Given data Block Start

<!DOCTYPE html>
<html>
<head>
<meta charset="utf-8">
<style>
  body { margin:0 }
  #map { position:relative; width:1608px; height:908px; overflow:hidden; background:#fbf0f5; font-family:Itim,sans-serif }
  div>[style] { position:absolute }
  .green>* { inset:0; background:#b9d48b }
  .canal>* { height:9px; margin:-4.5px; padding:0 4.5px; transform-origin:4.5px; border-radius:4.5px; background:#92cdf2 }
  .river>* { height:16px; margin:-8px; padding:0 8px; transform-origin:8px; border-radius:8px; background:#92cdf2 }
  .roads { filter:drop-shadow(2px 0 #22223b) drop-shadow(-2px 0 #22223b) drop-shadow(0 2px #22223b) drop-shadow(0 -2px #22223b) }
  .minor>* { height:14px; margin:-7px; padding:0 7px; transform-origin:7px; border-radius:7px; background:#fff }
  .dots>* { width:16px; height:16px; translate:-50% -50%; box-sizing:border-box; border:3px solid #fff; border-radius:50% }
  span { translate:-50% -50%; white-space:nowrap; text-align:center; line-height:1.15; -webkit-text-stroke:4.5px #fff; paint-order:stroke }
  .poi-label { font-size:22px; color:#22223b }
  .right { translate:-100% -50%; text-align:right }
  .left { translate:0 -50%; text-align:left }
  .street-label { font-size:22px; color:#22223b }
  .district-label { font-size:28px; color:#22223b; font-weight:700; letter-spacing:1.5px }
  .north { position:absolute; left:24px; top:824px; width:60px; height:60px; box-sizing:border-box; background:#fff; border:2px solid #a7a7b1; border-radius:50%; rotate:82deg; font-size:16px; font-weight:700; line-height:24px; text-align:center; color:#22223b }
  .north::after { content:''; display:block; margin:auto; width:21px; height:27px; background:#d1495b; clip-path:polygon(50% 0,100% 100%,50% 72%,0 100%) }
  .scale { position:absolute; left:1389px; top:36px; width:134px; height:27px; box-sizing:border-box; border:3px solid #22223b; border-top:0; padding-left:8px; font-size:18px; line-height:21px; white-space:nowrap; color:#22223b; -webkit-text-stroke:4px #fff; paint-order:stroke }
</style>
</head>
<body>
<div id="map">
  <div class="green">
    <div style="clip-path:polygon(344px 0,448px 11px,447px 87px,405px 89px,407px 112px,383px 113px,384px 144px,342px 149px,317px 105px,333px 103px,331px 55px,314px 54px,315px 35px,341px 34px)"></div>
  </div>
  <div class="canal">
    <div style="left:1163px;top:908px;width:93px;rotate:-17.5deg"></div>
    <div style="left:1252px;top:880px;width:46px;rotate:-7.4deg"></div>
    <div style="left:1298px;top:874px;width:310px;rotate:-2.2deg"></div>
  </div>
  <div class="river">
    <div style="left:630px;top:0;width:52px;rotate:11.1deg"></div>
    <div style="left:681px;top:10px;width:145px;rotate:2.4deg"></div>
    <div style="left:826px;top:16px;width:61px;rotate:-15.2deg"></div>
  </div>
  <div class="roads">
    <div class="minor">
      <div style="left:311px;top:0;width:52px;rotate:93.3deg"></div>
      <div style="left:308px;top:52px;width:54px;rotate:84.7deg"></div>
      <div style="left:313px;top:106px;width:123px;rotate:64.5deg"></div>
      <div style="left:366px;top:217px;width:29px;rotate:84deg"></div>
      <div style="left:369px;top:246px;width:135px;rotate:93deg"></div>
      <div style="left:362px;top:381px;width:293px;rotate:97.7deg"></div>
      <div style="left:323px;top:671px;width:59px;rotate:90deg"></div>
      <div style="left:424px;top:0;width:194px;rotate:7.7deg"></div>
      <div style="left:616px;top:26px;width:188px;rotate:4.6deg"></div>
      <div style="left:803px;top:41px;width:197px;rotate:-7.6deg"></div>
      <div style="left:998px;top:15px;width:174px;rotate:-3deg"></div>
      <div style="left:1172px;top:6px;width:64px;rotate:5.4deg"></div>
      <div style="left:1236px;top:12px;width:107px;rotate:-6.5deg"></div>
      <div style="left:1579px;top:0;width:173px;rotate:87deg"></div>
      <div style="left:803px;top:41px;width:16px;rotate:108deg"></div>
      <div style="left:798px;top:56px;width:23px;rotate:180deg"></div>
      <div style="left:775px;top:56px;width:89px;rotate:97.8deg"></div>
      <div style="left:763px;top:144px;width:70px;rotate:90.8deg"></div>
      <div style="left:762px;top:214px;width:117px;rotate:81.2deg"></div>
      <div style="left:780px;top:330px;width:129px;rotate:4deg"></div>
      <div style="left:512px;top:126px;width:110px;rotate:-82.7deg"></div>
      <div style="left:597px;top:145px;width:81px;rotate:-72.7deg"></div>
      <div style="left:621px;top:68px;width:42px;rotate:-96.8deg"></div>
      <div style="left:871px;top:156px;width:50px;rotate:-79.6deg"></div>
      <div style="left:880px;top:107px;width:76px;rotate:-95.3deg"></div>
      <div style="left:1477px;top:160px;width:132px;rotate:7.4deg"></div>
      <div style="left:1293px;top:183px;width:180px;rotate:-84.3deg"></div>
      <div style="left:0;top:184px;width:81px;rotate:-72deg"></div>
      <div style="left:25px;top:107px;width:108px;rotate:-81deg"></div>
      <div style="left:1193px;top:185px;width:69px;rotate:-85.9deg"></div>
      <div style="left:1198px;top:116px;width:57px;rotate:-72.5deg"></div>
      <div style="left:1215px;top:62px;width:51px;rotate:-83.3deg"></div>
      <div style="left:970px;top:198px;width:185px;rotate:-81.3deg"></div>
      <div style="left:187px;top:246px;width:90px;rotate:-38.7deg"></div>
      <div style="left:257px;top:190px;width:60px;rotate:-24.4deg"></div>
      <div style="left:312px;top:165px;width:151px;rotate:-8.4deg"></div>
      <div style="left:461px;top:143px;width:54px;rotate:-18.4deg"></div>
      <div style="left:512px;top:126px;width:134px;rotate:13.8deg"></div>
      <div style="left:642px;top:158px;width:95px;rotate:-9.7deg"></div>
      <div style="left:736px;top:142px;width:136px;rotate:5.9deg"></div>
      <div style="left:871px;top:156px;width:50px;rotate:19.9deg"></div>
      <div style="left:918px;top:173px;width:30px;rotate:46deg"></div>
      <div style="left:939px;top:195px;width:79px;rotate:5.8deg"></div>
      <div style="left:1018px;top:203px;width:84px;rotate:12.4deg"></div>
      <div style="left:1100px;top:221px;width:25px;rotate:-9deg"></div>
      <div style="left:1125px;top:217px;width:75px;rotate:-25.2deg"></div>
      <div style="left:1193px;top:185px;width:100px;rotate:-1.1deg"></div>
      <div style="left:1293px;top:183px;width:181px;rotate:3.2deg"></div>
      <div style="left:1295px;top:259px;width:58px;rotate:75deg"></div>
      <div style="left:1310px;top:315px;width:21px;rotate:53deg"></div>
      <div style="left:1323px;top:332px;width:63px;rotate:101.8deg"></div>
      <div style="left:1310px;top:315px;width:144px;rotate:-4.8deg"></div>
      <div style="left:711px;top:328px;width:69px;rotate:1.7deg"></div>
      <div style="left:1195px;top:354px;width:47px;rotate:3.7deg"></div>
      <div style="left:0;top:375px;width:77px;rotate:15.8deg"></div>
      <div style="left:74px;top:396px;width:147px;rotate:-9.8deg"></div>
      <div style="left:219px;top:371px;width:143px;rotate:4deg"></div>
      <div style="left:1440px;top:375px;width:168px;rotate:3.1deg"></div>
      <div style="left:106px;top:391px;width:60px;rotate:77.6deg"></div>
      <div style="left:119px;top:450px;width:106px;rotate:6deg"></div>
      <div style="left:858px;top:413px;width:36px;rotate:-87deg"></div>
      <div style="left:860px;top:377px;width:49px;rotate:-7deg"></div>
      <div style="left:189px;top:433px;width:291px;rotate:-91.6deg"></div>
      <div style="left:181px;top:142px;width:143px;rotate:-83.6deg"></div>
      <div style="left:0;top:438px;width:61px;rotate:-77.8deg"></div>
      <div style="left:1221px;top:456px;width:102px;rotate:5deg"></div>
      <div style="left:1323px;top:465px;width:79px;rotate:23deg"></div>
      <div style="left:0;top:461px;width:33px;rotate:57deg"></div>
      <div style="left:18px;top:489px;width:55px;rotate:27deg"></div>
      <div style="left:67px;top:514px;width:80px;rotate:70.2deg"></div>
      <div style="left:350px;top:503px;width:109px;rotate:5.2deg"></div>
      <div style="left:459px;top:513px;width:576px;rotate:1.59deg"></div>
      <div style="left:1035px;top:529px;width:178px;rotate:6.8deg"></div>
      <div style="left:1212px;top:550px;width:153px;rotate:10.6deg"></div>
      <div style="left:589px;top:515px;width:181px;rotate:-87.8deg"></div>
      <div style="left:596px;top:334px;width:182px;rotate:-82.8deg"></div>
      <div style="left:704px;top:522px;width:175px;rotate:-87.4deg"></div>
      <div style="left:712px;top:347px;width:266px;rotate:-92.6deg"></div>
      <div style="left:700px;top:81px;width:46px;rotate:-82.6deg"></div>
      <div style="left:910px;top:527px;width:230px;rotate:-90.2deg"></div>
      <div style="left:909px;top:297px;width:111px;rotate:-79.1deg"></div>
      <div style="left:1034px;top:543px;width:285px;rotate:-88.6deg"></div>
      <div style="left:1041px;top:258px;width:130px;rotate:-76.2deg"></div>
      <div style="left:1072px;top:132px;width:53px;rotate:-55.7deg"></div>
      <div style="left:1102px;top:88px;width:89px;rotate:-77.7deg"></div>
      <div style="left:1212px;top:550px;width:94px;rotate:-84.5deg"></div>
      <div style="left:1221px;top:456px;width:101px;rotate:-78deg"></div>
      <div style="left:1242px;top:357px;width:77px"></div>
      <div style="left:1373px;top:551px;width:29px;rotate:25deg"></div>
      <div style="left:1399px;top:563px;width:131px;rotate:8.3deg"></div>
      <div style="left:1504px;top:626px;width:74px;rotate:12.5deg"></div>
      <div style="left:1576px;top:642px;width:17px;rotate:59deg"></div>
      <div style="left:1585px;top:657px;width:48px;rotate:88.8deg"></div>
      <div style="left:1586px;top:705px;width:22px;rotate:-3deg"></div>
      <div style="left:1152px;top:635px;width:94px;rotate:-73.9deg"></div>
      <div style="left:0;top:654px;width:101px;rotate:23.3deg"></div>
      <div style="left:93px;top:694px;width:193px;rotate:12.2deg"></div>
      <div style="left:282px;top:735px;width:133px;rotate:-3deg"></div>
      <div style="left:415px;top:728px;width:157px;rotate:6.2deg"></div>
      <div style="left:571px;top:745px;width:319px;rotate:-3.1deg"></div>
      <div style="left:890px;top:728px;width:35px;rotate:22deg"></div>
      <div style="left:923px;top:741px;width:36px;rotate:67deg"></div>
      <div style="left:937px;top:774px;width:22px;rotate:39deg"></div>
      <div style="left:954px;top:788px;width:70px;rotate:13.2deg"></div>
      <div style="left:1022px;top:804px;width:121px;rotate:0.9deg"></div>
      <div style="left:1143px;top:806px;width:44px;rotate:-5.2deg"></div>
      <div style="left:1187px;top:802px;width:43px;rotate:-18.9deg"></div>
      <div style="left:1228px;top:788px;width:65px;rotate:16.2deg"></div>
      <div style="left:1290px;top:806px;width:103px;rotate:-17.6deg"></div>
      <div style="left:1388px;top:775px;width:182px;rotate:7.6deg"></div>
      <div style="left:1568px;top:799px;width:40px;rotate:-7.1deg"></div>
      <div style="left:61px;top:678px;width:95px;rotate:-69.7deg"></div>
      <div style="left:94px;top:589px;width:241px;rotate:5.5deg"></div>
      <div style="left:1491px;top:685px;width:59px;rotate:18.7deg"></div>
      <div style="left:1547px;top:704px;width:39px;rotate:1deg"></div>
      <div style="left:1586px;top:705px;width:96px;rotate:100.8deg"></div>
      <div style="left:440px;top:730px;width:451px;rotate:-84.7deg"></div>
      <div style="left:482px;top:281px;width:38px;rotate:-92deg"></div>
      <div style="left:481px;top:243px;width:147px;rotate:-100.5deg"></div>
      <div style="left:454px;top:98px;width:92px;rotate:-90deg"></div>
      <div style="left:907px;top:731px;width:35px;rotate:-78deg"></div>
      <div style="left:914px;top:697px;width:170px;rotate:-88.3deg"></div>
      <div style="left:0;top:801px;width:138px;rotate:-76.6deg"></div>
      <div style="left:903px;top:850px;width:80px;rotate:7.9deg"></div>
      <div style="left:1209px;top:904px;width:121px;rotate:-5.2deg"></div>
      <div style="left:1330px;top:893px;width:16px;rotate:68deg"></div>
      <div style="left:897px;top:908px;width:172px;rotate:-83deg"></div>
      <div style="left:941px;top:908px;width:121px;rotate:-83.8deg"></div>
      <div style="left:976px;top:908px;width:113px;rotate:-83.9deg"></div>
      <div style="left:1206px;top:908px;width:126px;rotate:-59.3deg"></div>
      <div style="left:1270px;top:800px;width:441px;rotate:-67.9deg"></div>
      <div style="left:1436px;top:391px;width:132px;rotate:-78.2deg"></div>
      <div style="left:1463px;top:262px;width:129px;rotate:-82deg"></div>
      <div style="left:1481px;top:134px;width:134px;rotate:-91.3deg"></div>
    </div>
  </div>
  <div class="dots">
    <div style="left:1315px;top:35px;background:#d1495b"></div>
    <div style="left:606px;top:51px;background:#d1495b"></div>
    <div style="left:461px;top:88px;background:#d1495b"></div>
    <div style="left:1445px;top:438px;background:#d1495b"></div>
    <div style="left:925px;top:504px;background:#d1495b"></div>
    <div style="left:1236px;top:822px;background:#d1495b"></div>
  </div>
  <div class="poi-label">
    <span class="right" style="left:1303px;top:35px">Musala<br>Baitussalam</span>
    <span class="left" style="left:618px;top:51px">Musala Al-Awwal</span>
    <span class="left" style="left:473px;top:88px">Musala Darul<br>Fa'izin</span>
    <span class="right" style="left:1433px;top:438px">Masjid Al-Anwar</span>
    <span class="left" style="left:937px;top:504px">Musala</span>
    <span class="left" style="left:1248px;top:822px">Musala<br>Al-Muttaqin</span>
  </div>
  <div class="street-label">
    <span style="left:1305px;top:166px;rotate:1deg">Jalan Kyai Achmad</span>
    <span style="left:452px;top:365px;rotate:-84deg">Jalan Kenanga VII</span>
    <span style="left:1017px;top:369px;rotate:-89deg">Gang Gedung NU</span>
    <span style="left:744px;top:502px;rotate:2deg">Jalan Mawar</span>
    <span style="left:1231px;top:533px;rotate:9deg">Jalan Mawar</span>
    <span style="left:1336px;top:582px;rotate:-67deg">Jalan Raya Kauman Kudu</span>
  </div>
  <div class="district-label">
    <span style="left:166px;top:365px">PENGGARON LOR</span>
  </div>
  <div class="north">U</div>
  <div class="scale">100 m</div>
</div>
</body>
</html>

Given data Block End

### Task brief
Starting at the first line of the data above, please restate word for word every line up to and including the one that holds "width:16px; height:16px; translate:-50%", and add nothing else.

### Answer below
<!DOCTYPE html>
<html>
<head>
<meta charset="utf-8">
<style>
  body { margin:0 }
  #map { position:relative; width:1608px; height:908px; overflow:hidden; background:#fbf0f5; font-family:Itim,sans-serif }
  div>[style] { position:absolute }
  .green>* { inset:0; background:#b9d48b }
  .canal>* { height:9px; margin:-4.5px; padding:0 4.5px; transform-origin:4.5px; border-radius:4.5px; background:#92cdf2 }
  .river>* { height:16px; margin:-8px; padding:0 8px; transform-origin:8px; border-radius:8px; background:#92cdf2 }
  .roads { filter:drop-shadow(2px 0 #22223b) drop-shadow(-2px 0 #22223b) drop-shadow(0 2px #22223b) drop-shadow(0 -2px #22223b) }
  .minor>* { height:14px; margin:-7px; padding:0 7px; transform-origin:7px; border-radius:7px; background:#fff }
  .dots>* { width:16px; height:16px; translate:-50% -50%; box-sizing:border-box; border:3px solid #fff; border-radius:50% }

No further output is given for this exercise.